*Instructions to follow*. What is needed is an exact copy of the lines from the start of the records below through the line with "position:relative; width:2168px; height:873px;", without the pictures.

*Input*.
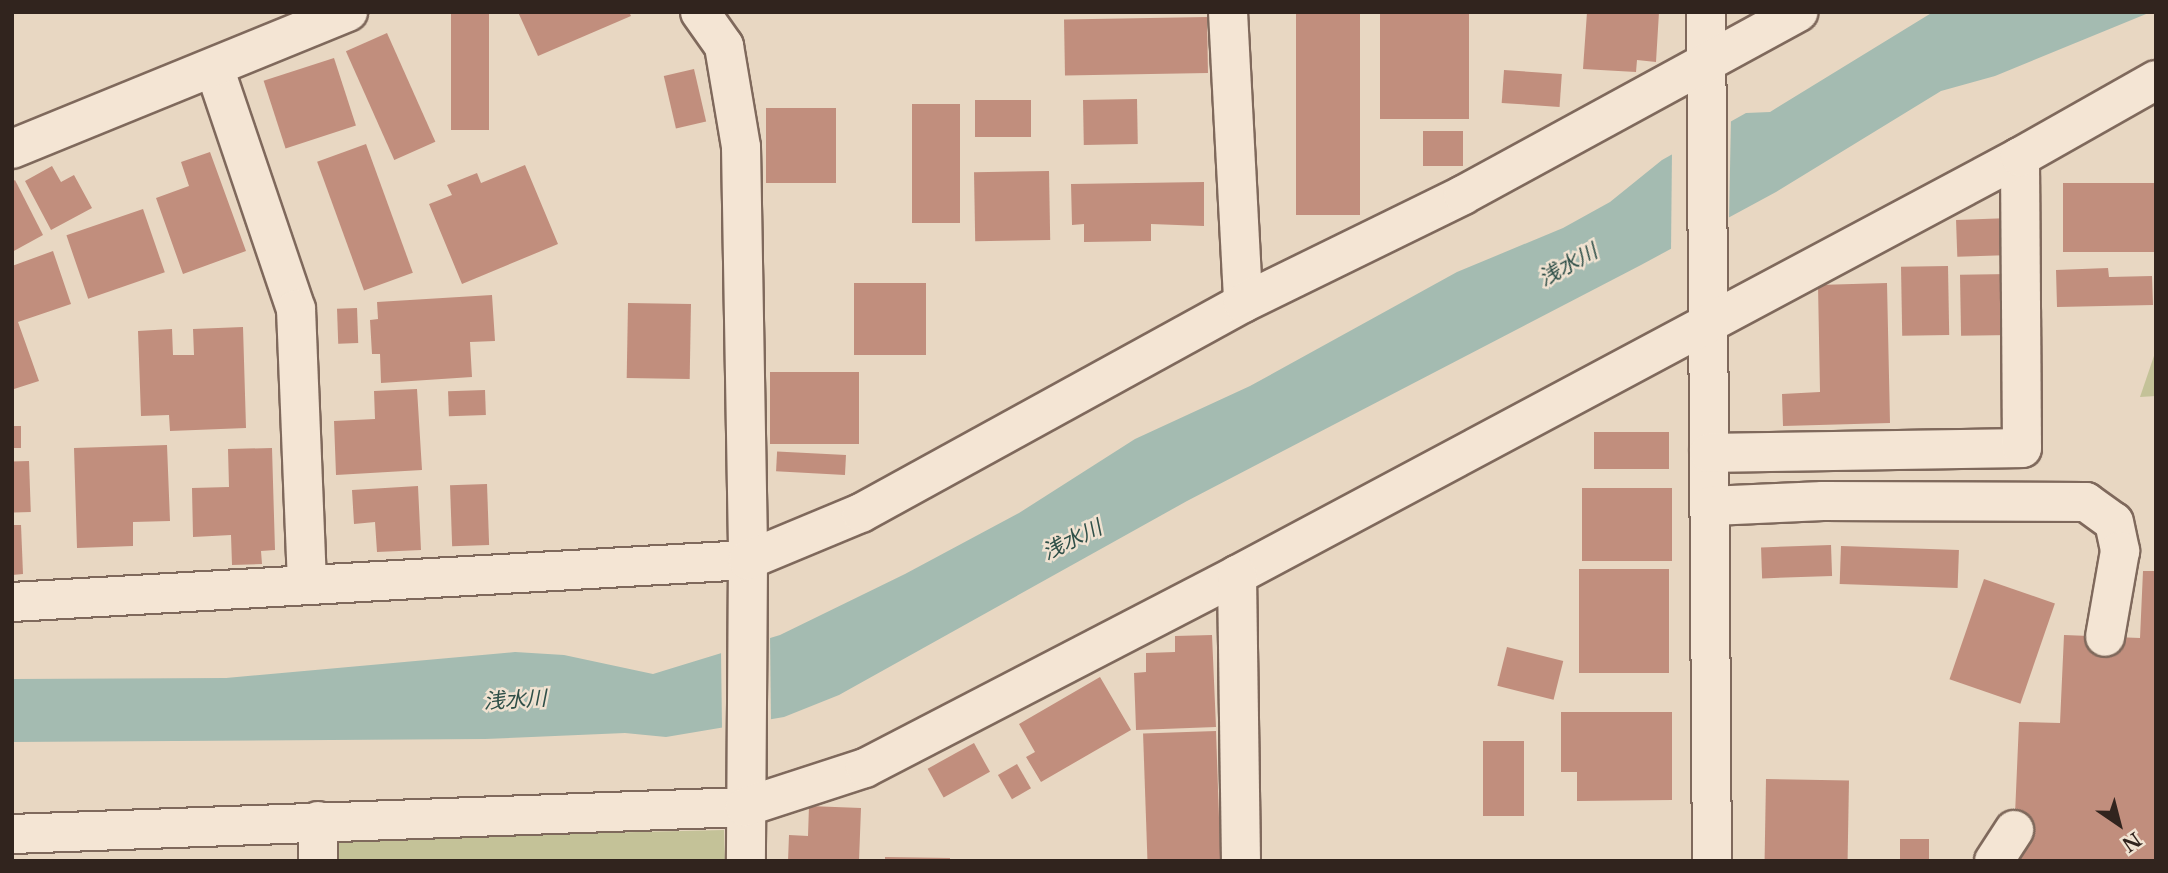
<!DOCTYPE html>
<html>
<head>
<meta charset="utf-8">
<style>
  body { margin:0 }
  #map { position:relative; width:2168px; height:873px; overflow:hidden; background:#e8d7c2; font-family:"Libre Baskerville","Noto Sans JP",serif }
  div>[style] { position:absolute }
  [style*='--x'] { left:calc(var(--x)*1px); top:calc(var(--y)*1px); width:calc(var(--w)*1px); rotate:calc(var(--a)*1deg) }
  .green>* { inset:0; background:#c4c298 }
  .water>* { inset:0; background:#a4bbb1 }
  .pier>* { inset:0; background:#e8d7c2 }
  .building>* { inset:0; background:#c18e7d; transform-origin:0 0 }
  .roads { filter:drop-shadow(2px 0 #7f695c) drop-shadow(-2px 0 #7f695c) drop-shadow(0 2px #7f695c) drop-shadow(0 -2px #7f695c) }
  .minor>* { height:38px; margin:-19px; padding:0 19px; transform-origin:19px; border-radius:19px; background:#f4e5d4 }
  span { translate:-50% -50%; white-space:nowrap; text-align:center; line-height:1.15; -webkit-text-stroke:5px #f0e2d1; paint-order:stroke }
  .water-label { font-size:21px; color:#2f4f48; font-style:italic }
  .frame { position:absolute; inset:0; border:14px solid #31241e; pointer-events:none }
  .north { position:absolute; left:2084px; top:789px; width:70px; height:70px; -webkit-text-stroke:5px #f0e2d1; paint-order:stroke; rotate:145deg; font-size:19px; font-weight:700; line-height:28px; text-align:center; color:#31241e }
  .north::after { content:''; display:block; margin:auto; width:24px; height:32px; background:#31241e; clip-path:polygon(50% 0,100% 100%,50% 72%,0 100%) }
</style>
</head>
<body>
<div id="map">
  <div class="green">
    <i style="clip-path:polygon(2156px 350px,2156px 396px,2140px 397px)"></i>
    <i style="clip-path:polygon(724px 830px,725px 861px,337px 861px,337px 839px)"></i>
  </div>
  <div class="water">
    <i style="clip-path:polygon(1933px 12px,2151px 12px,1995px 76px,1941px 91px,1776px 192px,1641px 265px,1187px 501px,839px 695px,784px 717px,666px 737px,625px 733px,485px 739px,12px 742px,12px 679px,226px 678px,515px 652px,564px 655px,653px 674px,780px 635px,905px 574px,1019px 513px,1135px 439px,1250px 386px,1457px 272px,1563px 228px,1610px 202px,1662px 160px,1746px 113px,1770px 112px)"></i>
  </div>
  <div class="pier">
    <i style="clip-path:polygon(1731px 117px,1729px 221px,1671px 252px,1672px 150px)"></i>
    <i style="clip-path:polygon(770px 635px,771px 723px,722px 730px,721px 651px)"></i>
  </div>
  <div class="building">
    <i style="left:451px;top:12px;width:38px;height:118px"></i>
    <i style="clip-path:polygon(518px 12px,629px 12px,631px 16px,538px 56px)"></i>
    <i style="left:1296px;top:12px;width:64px;height:203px"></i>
    <i style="left:1380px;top:12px;width:89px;height:107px"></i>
    <i style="clip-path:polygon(1587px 12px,1659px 12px,1656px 62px,1637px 60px,1636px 72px,1583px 69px)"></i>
    <i style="left:1207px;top:17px;width:56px;height:143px;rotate:89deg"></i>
    <i style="left:387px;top:33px;width:119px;height:45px;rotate:66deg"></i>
    <i style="left:334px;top:58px;width:71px;height:74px;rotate:72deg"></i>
    <i style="left:694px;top:69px;width:54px;height:31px;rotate:77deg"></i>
    <i style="left:1504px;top:70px;width:58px;height:33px;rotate:4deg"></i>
    <i style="left:1137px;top:99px;width:45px;height:54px;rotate:89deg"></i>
    <i style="left:975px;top:100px;width:56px;height:37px"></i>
    <i style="left:912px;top:104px;width:48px;height:119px"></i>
    <i style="left:836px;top:108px;width:75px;height:70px;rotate:90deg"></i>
    <i style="left:1423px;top:131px;width:40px;height:35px"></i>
    <i style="left:366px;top:144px;width:137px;height:52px;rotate:70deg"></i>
    <i style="clip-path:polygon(210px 152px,246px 251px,183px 274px,156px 198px,189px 186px,181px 162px)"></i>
    <i style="clip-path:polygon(525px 165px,558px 244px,462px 284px,429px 204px,452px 195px,447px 185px,477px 173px,481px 183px)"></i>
    <i style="clip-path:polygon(52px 166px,61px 182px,74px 175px,92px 208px,51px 230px,25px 181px)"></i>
    <i style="left:1049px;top:171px;width:69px;height:75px;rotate:89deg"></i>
    <i style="clip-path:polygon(15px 180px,43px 235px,12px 252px,12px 182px)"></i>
    <i style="clip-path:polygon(1204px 182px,1204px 226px,1151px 224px,1151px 241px,1084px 242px,1084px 224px,1072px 225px,1071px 184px)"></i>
    <i style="left:2156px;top:183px;width:69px;height:93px;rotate:90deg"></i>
    <i style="left:143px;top:209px;width:67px;height:81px;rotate:71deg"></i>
    <i style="left:2010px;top:218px;width:37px;height:54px;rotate:88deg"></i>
    <i style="clip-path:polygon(53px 251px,71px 304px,18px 322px,39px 381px,14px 389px,12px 266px)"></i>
    <i style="left:1948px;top:266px;width:69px;height:47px;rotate:89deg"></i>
    <i style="clip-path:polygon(2108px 268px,2109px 277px,2152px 276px,2153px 305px,2057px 307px,2056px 270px)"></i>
    <i style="left:2010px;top:274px;width:61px;height:50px;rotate:89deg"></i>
    <i style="left:854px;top:283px;width:72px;height:72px"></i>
    <i style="clip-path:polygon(1887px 283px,1890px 423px,1783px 426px,1782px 394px,1820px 392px,1818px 285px)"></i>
    <i style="clip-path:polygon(492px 295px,495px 341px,470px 342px,472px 377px,381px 383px,380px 354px,372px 354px,370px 320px,378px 319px,377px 302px)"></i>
    <i style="left:628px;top:303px;width:63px;height:75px;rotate:1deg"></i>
    <i style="left:357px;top:308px;width:35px;height:20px;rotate:88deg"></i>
    <i style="clip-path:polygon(243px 327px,246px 428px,170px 431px,169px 415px,141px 416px,138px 331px,172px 329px,173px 355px,194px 355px,193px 329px)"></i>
    <i style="left:770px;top:372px;width:89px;height:72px"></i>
    <i style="clip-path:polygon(417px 389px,422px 470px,336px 475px,334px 421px,375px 419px,374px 391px)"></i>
    <i style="left:485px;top:390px;width:25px;height:37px;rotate:88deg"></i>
    <i style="left:12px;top:426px;width:9px;height:22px"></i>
    <i style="left:1594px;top:432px;width:75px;height:37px"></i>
    <i style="clip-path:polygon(167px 445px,170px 521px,133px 522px,133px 546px,77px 548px,74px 448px)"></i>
    <i style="clip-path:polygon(272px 448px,275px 550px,261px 551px,262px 564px,232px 565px,231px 535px,193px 537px,192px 488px,229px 487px,228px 449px)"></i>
    <i style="left:846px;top:455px;width:20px;height:69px;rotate:93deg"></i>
    <i style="left:29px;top:461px;width:51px;height:17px;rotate:88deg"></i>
    <i style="left:487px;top:484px;width:61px;height:37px;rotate:88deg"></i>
    <i style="clip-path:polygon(418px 486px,421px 550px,377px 552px,375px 522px,354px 524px,352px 490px)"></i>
    <i style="left:1582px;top:488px;width:90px;height:73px"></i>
    <i style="clip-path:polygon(12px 525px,21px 525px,23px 574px,12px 575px)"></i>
    <i style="left:1831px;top:545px;width:31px;height:70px;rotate:88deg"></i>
    <i style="left:1841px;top:546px;width:118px;height:38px;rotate:2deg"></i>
    <i style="left:1579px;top:569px;width:90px;height:104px"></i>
    <i style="clip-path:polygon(2143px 571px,2156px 571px,2156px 861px,2013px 861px,2019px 722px,2060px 723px,2064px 635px,2140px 638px)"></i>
    <i style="left:1984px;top:579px;width:75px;height:106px;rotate:19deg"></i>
    <i style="clip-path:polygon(1212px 635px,1216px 727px,1136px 730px,1134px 673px,1146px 672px,1146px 653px,1175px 652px,1175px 636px)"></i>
    <i style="left:1507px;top:647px;width:58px;height:40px;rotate:14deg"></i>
    <i style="clip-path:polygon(1100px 677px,1131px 730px,1041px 782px,1026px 757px,1035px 752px,1019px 724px)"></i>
    <i style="clip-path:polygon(1561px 712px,1672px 712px,1672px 800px,1577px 801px,1577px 772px,1561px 772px)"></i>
    <i style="left:1216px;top:731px;width:130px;height:73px;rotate:88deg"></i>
    <i style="left:1483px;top:741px;width:41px;height:75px"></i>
    <i style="left:974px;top:743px;width:33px;height:53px;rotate:61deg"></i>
    <i style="left:1017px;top:764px;width:28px;height:22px;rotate:60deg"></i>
    <i style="left:1766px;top:779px;width:83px;height:82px;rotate:1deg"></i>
    <i style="clip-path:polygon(809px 806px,861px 808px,859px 861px,788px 861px,789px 835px,808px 836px)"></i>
    <i style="left:1900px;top:839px;width:29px;height:22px"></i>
    <i style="clip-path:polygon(885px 857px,950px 858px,950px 861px,885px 861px)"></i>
  </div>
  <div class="roads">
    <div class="minor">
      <i style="--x:700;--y:12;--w:42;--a:54.8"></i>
      <i style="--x:724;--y:46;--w:102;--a:80.4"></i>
      <i style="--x:741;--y:147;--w:413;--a:89"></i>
      <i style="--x:748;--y:560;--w:301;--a:90.4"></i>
      <i style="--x:1228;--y:12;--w:291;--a:87"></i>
      <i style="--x:1706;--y:12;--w:849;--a:89.6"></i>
      <i style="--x:215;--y:70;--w:252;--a:71.3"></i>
      <i style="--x:296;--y:309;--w:276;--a:87.7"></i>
      <i style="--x:12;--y:149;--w:363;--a:-22.2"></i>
      <i style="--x:1709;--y:453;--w:313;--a:-0.9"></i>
      <i style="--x:2022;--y:448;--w:291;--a:-90.4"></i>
      <i style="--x:1710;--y:506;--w:113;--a:-2.5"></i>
      <i style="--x:1823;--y:501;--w:263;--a:0.2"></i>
      <i style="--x:2086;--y:502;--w:34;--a:36"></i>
      <i style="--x:2114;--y:522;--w:30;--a:78"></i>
      <i style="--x:2120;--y:551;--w:87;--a:99.9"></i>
      <i style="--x:1237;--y:575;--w:888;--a:-28.1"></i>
      <i style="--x:2020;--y:157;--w:156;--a:-29.5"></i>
      <i style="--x:12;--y:602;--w:737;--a:-3.27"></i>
      <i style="--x:748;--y:560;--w:122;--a:-22.6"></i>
      <i style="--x:861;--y:513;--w:436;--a:-28.8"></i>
      <i style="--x:1243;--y:303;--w:245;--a:-26.1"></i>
      <i style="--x:1463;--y:195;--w:382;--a:-28.6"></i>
      <i style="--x:318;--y:821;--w:40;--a:90"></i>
      <i style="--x:12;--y:834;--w:733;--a:-2.11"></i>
      <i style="--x:745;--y:807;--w:126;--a:-18"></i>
      <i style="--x:865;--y:768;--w:419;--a:-27.4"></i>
      <i style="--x:1237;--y:575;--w:286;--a:89.2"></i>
      <i style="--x:1994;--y:861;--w:37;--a:-57"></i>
    </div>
  </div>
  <div class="water-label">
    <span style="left:1568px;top:265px;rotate:-29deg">浅水川</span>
    <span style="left:1072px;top:540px;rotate:-26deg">浅水川</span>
    <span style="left:515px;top:700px;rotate:-3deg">浅水川</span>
  </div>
  <div class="frame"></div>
  <div class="north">N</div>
</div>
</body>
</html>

*Your response*.
<!DOCTYPE html>
<html>
<head>
<meta charset="utf-8">
<style>
  body { margin:0 }
  #map { position:relative; width:2168px; height:873px; overflow:hidden; background:#e8d7c2; font-family:"Libre Baskerville","Noto Sans JP",serif }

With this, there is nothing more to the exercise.